(Collected data entries)
- - - - - - -

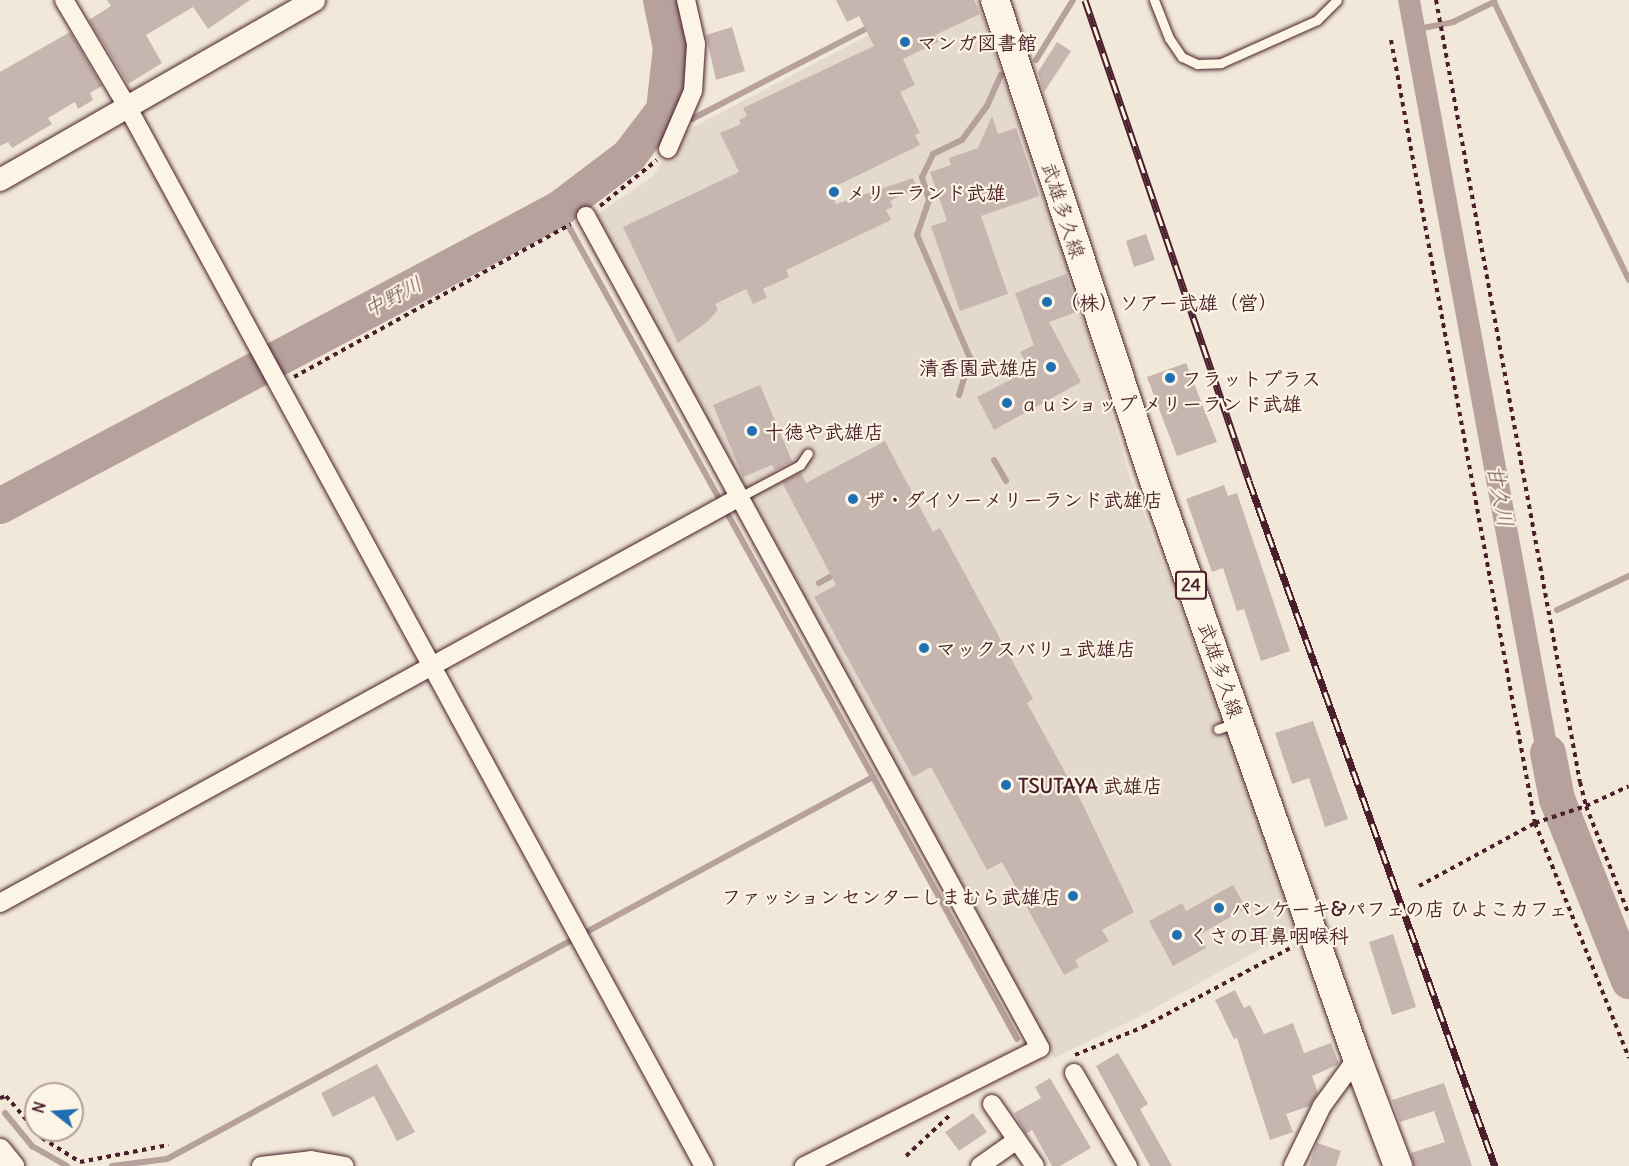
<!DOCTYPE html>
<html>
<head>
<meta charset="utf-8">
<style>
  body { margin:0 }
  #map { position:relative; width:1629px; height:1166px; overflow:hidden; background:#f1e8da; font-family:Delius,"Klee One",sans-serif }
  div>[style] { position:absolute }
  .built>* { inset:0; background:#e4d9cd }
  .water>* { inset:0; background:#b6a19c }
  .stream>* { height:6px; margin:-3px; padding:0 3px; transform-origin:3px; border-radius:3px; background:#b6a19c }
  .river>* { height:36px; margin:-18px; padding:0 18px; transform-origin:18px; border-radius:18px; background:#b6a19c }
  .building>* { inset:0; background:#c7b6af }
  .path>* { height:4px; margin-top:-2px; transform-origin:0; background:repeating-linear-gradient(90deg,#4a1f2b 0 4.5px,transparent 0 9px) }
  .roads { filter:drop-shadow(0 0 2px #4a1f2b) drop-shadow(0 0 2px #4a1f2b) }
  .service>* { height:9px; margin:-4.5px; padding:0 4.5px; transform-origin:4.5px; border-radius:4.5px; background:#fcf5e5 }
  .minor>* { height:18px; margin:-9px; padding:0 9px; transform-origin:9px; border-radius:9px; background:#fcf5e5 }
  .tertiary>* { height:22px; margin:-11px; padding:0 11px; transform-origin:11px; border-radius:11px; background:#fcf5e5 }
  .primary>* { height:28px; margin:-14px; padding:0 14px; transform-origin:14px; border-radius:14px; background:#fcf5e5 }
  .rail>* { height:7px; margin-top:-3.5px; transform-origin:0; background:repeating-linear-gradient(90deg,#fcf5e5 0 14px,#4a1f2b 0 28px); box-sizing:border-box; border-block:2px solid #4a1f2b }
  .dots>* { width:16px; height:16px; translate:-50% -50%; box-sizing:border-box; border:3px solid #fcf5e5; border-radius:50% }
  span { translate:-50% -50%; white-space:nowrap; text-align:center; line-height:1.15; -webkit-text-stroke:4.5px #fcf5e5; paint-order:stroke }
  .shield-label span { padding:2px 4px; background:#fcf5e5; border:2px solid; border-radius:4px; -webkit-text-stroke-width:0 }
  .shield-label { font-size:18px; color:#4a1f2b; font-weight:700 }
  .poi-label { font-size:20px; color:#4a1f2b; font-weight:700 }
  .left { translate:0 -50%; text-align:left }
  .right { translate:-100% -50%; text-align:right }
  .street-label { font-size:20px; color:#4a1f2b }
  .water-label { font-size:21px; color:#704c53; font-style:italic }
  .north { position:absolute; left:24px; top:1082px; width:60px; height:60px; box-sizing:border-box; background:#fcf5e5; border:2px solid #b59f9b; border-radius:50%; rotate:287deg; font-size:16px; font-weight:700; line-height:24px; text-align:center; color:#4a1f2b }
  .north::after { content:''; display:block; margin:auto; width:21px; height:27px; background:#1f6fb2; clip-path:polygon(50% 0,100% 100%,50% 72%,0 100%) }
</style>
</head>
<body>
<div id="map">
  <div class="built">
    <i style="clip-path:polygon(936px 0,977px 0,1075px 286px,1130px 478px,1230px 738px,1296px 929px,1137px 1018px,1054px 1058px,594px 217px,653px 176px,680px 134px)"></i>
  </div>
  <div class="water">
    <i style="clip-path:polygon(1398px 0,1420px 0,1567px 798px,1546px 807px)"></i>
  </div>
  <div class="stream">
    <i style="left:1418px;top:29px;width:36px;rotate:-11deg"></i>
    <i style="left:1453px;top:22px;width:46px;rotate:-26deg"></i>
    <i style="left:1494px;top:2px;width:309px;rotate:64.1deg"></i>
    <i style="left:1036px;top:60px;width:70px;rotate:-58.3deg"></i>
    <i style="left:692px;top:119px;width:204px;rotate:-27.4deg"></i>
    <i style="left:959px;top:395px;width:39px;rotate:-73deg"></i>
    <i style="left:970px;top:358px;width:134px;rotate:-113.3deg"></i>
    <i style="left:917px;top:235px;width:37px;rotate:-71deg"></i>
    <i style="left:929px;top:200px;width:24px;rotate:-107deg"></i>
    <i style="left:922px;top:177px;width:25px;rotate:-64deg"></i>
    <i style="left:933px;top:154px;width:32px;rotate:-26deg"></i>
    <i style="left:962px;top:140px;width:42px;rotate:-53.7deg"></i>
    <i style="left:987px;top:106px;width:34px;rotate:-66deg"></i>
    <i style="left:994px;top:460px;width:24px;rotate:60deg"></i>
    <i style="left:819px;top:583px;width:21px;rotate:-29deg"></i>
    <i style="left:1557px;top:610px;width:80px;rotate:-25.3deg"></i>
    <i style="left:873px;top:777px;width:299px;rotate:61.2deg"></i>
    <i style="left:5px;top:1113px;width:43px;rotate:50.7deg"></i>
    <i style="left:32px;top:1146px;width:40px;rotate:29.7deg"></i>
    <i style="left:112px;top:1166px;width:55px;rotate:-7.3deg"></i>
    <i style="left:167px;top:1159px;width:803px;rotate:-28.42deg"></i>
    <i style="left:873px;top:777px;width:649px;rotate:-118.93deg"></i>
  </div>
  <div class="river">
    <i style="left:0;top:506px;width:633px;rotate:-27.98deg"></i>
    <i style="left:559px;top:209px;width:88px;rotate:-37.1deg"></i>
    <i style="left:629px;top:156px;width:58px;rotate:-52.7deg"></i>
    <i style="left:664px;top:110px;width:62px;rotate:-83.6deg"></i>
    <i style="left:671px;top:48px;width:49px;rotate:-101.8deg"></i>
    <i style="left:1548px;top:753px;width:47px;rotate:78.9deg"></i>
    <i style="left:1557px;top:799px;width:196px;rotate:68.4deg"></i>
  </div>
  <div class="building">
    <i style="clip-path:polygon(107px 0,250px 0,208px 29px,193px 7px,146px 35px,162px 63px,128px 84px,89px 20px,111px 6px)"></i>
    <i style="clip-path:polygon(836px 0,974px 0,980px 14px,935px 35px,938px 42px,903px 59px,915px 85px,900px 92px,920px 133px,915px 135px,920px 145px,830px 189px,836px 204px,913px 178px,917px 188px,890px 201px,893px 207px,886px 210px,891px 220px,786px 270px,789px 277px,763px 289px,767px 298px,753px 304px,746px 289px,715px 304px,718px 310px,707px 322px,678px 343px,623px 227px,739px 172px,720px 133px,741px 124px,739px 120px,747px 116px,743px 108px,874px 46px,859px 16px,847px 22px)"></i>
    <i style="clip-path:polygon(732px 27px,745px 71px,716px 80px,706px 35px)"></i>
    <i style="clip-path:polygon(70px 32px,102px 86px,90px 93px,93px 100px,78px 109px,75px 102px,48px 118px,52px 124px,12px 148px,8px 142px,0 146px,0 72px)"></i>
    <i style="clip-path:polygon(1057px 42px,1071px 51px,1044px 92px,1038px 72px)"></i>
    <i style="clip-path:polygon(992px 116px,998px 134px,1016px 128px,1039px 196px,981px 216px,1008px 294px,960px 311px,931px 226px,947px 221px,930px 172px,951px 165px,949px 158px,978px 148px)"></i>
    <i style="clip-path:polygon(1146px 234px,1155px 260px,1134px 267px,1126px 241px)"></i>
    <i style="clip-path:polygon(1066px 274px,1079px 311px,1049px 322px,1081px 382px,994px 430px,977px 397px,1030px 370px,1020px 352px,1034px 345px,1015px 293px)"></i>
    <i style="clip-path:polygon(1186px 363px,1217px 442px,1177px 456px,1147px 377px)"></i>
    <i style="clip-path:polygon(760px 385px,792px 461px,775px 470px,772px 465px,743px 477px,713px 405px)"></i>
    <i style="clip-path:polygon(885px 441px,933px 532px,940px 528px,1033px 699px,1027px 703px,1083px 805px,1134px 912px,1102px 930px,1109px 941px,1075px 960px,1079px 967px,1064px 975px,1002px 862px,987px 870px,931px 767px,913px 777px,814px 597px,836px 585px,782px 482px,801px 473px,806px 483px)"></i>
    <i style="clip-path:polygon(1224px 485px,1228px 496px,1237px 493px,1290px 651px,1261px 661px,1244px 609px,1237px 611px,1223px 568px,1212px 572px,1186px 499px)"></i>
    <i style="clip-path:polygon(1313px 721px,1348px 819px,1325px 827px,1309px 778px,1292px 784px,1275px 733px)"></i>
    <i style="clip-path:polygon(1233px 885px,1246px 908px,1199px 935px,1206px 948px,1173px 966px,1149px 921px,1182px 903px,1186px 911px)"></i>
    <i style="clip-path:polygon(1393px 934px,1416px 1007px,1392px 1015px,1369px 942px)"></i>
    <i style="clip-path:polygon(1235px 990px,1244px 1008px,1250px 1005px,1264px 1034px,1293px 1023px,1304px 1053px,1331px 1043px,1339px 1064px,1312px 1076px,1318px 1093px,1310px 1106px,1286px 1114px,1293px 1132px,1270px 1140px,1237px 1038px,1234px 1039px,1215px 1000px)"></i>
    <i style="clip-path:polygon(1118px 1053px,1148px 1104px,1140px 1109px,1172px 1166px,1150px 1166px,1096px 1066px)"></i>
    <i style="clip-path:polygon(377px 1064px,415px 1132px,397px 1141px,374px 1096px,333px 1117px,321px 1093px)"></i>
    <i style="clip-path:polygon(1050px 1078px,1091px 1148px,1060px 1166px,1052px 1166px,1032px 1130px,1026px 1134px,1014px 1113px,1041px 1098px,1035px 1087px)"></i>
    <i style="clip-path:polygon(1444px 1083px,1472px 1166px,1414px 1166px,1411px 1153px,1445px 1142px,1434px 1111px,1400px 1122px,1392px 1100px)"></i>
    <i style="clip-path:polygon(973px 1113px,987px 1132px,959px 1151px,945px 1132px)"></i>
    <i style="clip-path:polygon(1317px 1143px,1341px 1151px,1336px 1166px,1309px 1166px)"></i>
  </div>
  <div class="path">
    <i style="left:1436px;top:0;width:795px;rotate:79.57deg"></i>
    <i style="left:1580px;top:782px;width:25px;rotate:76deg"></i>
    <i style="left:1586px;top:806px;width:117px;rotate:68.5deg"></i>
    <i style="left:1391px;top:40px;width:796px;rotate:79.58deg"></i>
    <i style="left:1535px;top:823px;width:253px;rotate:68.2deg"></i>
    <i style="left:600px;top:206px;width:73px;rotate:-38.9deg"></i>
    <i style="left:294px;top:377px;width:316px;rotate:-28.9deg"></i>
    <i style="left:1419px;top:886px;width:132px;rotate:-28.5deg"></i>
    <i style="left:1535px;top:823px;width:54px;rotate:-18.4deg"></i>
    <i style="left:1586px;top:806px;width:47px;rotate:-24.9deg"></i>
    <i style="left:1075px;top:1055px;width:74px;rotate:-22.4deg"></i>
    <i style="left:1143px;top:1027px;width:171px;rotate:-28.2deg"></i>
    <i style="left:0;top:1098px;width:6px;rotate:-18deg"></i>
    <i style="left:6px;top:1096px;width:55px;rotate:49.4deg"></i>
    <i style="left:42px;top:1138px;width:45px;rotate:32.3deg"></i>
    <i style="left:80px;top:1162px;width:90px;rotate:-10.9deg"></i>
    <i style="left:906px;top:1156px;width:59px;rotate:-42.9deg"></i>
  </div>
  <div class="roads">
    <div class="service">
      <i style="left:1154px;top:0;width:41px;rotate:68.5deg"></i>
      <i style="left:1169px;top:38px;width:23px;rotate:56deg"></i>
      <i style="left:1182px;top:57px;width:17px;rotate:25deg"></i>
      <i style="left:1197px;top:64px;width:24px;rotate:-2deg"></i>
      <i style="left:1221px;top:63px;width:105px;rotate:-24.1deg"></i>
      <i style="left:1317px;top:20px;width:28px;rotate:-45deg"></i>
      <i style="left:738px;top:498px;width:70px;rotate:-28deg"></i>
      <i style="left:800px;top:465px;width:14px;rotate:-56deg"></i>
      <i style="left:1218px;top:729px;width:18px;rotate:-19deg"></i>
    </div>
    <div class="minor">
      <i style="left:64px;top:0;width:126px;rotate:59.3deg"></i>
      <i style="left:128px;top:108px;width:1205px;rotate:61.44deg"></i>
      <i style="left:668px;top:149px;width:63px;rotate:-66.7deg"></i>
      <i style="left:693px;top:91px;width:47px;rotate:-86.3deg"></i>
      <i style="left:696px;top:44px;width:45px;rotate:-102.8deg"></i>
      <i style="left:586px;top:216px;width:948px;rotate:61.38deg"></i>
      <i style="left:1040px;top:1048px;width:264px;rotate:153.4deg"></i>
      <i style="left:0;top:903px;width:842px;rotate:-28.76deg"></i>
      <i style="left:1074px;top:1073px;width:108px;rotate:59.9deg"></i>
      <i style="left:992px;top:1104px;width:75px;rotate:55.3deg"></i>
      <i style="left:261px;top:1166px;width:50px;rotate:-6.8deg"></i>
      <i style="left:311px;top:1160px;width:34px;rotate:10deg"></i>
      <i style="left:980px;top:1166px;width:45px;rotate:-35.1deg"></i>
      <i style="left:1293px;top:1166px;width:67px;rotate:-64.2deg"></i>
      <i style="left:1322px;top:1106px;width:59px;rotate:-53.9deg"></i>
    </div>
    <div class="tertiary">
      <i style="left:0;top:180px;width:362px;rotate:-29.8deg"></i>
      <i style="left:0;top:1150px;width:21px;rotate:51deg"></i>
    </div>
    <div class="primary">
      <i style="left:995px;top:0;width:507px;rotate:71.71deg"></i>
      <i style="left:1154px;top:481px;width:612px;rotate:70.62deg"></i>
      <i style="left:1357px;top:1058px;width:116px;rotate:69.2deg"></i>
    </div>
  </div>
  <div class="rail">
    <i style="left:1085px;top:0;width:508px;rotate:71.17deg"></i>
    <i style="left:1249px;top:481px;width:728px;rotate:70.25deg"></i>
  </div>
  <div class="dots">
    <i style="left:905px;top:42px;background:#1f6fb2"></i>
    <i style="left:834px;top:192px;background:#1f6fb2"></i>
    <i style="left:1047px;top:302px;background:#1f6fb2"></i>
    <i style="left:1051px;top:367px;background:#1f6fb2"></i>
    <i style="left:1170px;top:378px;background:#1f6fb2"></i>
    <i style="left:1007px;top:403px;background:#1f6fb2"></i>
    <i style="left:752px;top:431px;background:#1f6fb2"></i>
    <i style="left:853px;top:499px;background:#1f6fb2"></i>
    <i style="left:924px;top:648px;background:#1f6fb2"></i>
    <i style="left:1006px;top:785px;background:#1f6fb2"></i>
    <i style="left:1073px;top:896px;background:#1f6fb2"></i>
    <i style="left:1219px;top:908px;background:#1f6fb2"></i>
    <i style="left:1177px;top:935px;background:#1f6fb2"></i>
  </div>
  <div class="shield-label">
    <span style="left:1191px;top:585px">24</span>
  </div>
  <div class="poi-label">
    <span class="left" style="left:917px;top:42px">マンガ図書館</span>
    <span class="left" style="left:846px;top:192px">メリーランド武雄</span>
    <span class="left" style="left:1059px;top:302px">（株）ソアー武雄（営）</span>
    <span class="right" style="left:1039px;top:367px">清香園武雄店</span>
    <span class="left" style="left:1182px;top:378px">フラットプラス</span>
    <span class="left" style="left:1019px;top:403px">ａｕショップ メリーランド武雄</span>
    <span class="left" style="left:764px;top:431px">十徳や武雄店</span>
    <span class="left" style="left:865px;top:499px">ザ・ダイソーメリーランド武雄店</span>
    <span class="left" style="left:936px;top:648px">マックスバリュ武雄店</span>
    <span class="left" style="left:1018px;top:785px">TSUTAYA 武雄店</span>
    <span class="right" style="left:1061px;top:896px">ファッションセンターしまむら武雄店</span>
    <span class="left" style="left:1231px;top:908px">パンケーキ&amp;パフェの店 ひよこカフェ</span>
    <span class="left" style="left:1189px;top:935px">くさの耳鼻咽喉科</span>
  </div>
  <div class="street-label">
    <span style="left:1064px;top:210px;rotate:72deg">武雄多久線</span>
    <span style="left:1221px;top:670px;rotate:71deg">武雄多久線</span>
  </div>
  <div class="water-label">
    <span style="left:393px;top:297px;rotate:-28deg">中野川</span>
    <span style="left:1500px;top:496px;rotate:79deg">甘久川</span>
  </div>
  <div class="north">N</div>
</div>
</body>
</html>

- - - - - - -

Assignment: Could you report how many lines of the entries include the word "service"? Only the number is needed.

Your response: 2